WORK TASK: Copy out each line of the data that holds the string "SourceGraphic".

Data excerpts

*****

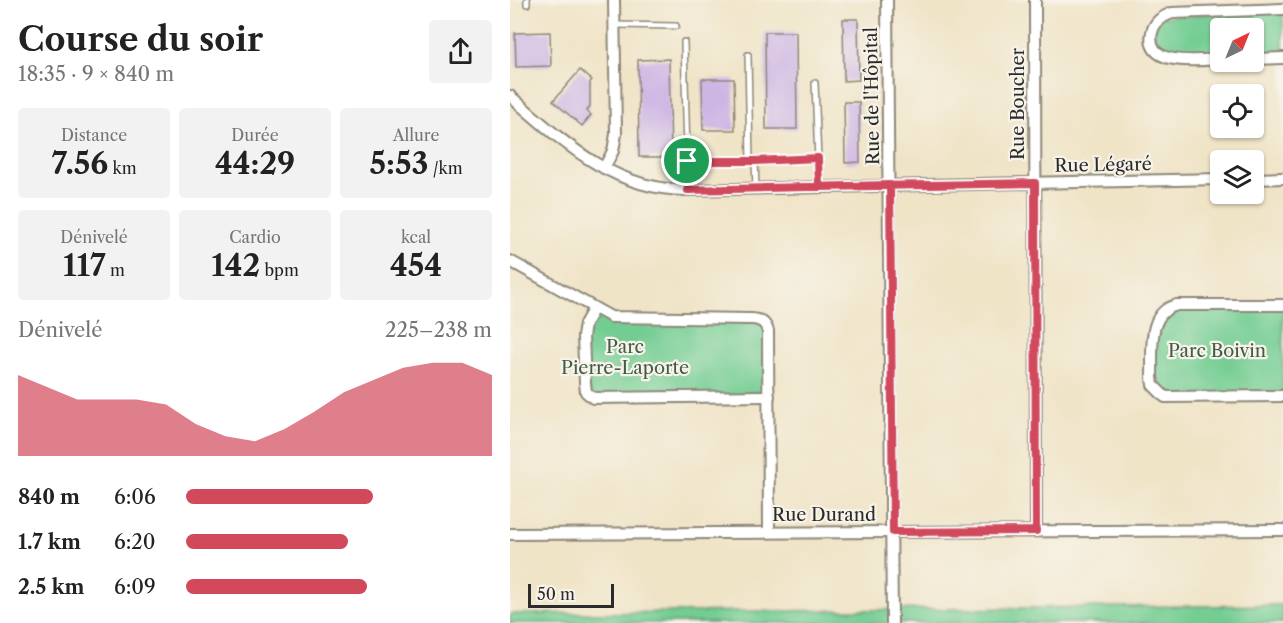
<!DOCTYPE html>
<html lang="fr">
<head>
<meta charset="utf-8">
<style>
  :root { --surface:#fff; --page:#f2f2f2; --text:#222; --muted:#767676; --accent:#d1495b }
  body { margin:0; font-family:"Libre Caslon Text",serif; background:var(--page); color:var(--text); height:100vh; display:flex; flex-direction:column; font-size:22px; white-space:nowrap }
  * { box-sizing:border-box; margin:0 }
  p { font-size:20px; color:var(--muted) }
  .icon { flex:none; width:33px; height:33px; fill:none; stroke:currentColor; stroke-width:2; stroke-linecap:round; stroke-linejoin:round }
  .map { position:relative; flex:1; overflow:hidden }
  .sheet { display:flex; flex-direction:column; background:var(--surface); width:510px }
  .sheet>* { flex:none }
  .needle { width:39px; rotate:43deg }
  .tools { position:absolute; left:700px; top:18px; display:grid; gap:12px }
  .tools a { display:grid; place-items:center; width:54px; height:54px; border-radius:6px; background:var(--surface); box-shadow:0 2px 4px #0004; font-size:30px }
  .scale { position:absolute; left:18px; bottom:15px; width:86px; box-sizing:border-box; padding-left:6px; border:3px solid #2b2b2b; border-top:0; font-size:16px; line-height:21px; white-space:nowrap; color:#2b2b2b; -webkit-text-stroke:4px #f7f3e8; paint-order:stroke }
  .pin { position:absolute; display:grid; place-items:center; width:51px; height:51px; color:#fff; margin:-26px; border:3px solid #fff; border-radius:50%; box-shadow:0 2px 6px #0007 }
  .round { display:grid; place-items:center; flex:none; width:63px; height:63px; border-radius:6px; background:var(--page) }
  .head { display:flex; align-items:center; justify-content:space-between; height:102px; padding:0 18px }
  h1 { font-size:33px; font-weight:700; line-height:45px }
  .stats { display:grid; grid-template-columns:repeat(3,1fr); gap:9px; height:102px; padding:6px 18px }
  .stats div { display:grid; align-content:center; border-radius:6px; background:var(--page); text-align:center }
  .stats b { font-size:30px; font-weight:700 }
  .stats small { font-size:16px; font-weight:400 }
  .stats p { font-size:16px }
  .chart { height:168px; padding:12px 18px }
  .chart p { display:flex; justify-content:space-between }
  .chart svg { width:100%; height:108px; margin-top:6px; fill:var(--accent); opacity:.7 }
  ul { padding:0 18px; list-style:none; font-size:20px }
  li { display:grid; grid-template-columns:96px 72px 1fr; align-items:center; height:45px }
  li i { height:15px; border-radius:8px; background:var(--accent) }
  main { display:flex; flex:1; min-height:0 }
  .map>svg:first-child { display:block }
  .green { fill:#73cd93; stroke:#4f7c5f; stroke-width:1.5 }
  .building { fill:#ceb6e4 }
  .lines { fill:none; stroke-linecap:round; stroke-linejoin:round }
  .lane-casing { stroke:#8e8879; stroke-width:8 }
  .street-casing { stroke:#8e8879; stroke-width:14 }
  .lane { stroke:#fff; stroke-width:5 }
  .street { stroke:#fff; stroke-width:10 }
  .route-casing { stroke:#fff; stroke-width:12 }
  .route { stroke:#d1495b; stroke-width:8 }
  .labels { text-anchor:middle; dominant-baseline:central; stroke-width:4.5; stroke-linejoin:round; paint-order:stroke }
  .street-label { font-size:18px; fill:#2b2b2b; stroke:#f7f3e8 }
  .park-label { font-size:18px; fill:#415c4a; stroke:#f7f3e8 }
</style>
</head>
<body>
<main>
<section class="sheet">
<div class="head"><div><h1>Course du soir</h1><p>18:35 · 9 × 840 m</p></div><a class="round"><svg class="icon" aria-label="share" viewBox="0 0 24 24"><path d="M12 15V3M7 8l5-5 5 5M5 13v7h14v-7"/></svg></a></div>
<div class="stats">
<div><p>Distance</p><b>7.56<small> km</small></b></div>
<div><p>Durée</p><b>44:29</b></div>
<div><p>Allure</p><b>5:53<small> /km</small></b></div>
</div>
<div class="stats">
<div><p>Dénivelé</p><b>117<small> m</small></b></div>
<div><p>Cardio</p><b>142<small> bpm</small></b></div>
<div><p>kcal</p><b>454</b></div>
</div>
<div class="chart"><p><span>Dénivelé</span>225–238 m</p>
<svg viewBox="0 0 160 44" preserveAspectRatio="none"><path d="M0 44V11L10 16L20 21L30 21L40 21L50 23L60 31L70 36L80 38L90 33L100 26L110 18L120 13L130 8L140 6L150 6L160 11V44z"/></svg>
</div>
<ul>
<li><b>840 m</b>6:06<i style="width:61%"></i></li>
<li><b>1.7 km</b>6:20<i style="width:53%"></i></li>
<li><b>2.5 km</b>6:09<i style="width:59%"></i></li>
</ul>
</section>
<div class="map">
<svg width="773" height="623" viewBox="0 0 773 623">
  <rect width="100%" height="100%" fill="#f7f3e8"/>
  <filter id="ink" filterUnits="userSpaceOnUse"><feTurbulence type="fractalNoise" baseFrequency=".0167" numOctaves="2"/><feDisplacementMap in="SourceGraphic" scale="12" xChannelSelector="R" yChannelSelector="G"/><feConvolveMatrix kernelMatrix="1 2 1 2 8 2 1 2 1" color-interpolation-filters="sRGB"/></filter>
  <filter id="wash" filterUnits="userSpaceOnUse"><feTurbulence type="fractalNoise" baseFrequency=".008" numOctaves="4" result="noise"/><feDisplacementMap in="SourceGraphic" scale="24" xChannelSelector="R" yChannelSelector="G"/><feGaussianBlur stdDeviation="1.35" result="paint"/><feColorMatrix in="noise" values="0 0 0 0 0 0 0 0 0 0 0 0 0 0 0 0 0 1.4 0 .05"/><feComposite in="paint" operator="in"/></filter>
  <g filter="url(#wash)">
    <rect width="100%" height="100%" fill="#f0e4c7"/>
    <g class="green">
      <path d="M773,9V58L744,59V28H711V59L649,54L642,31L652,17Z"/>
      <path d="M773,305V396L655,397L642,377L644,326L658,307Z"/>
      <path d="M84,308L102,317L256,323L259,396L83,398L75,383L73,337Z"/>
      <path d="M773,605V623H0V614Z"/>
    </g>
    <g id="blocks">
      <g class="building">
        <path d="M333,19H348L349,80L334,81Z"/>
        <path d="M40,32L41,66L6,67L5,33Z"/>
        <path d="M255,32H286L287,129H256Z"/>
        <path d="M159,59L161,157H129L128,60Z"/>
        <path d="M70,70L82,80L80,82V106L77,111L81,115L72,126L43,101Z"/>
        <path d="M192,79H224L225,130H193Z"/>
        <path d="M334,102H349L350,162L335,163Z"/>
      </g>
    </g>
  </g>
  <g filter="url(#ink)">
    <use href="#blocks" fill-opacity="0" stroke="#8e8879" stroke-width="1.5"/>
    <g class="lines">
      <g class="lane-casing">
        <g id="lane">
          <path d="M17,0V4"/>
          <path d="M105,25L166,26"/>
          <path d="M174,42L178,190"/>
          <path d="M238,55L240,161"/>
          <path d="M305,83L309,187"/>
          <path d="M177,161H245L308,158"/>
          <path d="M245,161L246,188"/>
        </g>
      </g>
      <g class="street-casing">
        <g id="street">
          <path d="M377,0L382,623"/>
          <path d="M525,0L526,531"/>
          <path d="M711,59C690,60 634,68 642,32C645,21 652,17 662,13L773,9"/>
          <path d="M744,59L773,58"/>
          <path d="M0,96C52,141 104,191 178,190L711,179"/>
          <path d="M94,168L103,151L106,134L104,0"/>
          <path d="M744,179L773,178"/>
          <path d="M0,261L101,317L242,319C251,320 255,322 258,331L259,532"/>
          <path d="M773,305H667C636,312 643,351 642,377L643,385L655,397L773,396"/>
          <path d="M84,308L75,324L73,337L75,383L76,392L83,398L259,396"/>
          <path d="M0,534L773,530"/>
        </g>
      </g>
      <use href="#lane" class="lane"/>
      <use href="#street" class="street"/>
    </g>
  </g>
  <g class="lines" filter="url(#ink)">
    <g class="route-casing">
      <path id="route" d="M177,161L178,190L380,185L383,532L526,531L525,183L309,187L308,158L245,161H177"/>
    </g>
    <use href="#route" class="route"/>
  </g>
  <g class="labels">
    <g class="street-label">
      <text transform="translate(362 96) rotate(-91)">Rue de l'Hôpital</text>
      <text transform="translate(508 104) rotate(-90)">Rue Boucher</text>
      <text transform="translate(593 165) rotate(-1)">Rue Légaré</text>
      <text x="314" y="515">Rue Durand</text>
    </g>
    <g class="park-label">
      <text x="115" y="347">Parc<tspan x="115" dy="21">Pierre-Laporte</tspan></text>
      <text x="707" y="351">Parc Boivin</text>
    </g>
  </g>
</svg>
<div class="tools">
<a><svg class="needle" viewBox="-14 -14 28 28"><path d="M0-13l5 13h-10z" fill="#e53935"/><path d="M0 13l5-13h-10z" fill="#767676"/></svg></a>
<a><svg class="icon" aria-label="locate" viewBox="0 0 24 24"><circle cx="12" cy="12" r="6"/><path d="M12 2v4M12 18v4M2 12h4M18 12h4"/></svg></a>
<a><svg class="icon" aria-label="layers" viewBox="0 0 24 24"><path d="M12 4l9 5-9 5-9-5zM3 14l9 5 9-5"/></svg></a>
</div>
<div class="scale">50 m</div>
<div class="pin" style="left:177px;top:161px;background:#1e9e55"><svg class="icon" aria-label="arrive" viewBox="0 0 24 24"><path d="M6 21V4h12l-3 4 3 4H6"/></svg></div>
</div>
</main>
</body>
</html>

*****

ANSWER TO THIS EXERCISE:
  <filter id="ink" filterUnits="userSpaceOnUse"><feTurbulence type="fractalNoise" baseFrequency=".0167" numOctaves="2"/><feDisplacementMap in="SourceGraphic" scale="12" xChannelSelector="R" yChannelSelector="G"/><feConvolveMatrix kernelMatrix="1 2 1 2 8 2 1 2 1" color-interpolation-filters="sRGB"/></filter>
  <filter id="wash" filterUnits="userSpaceOnUse"><feTurbulence type="fractalNoise" baseFrequency=".008" numOctaves="4" result="noise"/><feDisplacementMap in="SourceGraphic" scale="24" xChannelSelector="R" yChannelSelector="G"/><feGaussianBlur stdDeviation="1.35" result="paint"/><feColorMatrix in="noise" values="0 0 0 0 0 0 0 0 0 0 0 0 0 0 0 0 0 1.4 0 .05"/><feComposite in="paint" operator="in"/></filter>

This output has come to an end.